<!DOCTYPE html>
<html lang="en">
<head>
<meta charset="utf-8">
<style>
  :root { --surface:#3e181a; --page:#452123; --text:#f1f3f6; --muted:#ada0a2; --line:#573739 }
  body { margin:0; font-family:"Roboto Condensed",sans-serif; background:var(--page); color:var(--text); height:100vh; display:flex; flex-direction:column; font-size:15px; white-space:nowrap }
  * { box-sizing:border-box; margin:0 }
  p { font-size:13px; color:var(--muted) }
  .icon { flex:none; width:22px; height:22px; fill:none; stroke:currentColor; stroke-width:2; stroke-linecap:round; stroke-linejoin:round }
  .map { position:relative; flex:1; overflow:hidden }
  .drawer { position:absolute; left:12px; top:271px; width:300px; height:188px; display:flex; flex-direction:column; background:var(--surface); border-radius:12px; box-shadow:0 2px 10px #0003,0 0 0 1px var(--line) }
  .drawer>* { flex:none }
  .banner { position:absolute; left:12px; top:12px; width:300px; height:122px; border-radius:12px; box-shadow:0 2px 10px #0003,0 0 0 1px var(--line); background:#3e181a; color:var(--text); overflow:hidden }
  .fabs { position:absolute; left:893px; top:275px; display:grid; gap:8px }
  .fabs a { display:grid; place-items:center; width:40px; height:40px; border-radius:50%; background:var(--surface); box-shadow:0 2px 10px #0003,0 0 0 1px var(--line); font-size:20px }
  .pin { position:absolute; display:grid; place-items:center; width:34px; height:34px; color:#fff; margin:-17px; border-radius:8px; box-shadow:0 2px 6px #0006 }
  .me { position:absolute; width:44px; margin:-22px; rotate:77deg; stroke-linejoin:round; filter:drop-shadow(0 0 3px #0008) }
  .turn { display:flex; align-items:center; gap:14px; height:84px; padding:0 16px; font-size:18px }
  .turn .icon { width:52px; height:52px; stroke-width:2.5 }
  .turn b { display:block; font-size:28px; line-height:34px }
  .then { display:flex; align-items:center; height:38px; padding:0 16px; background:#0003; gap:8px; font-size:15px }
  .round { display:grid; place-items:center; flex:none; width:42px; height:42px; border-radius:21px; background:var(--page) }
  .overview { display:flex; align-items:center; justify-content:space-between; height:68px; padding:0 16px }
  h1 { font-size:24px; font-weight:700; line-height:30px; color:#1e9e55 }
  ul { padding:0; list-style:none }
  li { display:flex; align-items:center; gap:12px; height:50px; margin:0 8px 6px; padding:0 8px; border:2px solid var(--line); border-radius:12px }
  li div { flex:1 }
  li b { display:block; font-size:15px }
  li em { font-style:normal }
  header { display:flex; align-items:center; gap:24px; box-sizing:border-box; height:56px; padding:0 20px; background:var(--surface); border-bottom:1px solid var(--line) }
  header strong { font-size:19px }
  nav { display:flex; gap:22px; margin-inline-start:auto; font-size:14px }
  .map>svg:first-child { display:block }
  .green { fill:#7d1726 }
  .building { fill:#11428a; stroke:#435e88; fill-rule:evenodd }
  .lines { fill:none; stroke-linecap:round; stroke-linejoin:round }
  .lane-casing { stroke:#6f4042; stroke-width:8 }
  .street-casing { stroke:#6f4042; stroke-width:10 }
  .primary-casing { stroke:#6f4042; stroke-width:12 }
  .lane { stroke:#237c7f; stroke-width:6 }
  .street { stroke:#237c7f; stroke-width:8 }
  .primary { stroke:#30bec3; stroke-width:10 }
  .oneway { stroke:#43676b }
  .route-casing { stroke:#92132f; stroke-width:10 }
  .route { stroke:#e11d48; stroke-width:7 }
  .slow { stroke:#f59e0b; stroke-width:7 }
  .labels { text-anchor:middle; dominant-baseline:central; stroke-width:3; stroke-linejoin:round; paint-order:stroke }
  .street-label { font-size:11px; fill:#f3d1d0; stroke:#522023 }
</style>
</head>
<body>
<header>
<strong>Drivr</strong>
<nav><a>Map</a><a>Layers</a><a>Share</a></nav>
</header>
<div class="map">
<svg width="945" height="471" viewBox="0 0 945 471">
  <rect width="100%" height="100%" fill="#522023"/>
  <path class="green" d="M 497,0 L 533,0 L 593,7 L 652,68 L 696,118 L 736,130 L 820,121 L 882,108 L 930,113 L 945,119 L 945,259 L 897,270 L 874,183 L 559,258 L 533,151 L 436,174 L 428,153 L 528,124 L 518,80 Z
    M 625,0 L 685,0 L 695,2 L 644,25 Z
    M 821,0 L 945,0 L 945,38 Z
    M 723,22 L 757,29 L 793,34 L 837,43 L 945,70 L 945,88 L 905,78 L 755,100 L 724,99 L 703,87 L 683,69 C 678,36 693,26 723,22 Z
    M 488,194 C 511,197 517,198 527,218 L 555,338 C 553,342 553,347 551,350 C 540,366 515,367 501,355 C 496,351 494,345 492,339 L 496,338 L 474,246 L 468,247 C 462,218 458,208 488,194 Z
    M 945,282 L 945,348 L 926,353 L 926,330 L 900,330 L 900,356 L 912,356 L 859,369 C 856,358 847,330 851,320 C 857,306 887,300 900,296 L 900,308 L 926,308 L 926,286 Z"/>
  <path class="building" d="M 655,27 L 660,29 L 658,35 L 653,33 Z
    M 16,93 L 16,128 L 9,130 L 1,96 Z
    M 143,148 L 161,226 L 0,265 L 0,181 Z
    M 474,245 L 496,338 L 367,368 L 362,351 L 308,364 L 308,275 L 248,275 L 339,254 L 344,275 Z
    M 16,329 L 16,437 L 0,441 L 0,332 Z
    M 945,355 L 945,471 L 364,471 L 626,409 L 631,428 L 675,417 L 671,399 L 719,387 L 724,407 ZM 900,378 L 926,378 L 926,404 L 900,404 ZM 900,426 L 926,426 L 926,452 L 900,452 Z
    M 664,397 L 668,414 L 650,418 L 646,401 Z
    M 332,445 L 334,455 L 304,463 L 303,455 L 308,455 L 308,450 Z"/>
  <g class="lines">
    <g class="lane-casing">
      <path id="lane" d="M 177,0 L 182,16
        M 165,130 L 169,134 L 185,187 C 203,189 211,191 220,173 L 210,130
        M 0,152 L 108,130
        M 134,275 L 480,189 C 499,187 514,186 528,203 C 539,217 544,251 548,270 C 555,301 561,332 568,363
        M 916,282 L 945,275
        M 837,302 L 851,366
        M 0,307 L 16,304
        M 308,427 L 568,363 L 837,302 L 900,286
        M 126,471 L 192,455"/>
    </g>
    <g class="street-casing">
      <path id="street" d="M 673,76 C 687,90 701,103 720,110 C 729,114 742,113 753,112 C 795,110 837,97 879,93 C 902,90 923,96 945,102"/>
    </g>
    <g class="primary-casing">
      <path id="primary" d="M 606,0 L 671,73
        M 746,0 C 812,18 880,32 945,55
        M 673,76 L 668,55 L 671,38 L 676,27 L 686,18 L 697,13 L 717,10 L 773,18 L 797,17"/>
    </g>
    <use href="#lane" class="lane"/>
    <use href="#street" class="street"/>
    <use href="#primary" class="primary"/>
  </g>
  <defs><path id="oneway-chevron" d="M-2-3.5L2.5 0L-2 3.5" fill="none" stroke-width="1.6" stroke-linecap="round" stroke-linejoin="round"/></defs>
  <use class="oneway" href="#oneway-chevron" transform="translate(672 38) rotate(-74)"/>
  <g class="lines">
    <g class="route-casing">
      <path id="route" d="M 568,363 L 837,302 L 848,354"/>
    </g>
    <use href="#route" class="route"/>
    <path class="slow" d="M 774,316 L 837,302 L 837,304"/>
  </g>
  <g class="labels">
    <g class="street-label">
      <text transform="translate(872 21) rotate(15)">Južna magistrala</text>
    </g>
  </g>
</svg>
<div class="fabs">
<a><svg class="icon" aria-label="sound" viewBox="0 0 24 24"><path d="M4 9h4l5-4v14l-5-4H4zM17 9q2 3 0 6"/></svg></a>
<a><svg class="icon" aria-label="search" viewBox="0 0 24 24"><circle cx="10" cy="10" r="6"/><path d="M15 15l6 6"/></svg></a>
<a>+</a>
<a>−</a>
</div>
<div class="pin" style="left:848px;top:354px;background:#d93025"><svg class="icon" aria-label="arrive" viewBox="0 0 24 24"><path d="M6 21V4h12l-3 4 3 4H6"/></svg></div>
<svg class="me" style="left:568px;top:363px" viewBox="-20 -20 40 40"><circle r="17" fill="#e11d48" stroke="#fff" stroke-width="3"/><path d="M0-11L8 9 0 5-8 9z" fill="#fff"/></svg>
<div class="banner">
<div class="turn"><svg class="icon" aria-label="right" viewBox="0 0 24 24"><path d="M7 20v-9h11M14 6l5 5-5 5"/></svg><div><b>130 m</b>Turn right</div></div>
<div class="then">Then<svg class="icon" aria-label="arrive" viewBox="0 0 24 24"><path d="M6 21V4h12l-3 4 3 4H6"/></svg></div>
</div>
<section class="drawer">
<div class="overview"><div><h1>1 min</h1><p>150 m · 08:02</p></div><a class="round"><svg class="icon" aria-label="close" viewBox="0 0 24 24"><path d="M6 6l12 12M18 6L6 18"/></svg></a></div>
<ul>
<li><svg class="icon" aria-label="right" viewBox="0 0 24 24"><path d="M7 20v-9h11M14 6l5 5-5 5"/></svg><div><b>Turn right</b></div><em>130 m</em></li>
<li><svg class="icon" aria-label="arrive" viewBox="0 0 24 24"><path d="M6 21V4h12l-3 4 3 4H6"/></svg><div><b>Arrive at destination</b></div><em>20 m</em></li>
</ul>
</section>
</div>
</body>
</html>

= = =

**Try it:** Up to and including the line with "width:52px; height:52px; stroke-width:2.5", write out the records above exactly, starting from their first line.

**Answer area:**
<!DOCTYPE html>
<html lang="en">
<head>
<meta charset="utf-8">
<style>
  :root { --surface:#3e181a; --page:#452123; --text:#f1f3f6; --muted:#ada0a2; --line:#573739 }
  body { margin:0; font-family:"Roboto Condensed",sans-serif; background:var(--page); color:var(--text); height:100vh; display:flex; flex-direction:column; font-size:15px; white-space:nowrap }
  * { box-sizing:border-box; margin:0 }
  p { font-size:13px; color:var(--muted) }
  .icon { flex:none; width:22px; height:22px; fill:none; stroke:currentColor; stroke-width:2; stroke-linecap:round; stroke-linejoin:round }
  .map { position:relative; flex:1; overflow:hidden }
  .drawer { position:absolute; left:12px; top:271px; width:300px; height:188px; display:flex; flex-direction:column; background:var(--surface); border-radius:12px; box-shadow:0 2px 10px #0003,0 0 0 1px var(--line) }
  .drawer>* { flex:none }
  .banner { position:absolute; left:12px; top:12px; width:300px; height:122px; border-radius:12px; box-shadow:0 2px 10px #0003,0 0 0 1px var(--line); background:#3e181a; color:var(--text); overflow:hidden }
  .fabs { position:absolute; left:893px; top:275px; display:grid; gap:8px }
  .fabs a { display:grid; place-items:center; width:40px; height:40px; border-radius:50%; background:var(--surface); box-shadow:0 2px 10px #0003,0 0 0 1px var(--line); font-size:20px }
  .pin { position:absolute; display:grid; place-items:center; width:34px; height:34px; color:#fff; margin:-17px; border-radius:8px; box-shadow:0 2px 6px #0006 }
  .me { position:absolute; width:44px; margin:-22px; rotate:77deg; stroke-linejoin:round; filter:drop-shadow(0 0 3px #0008) }
  .turn { display:flex; align-items:center; gap:14px; height:84px; padding:0 16px; font-size:18px }
  .turn .icon { width:52px; height:52px; stroke-width:2.5 }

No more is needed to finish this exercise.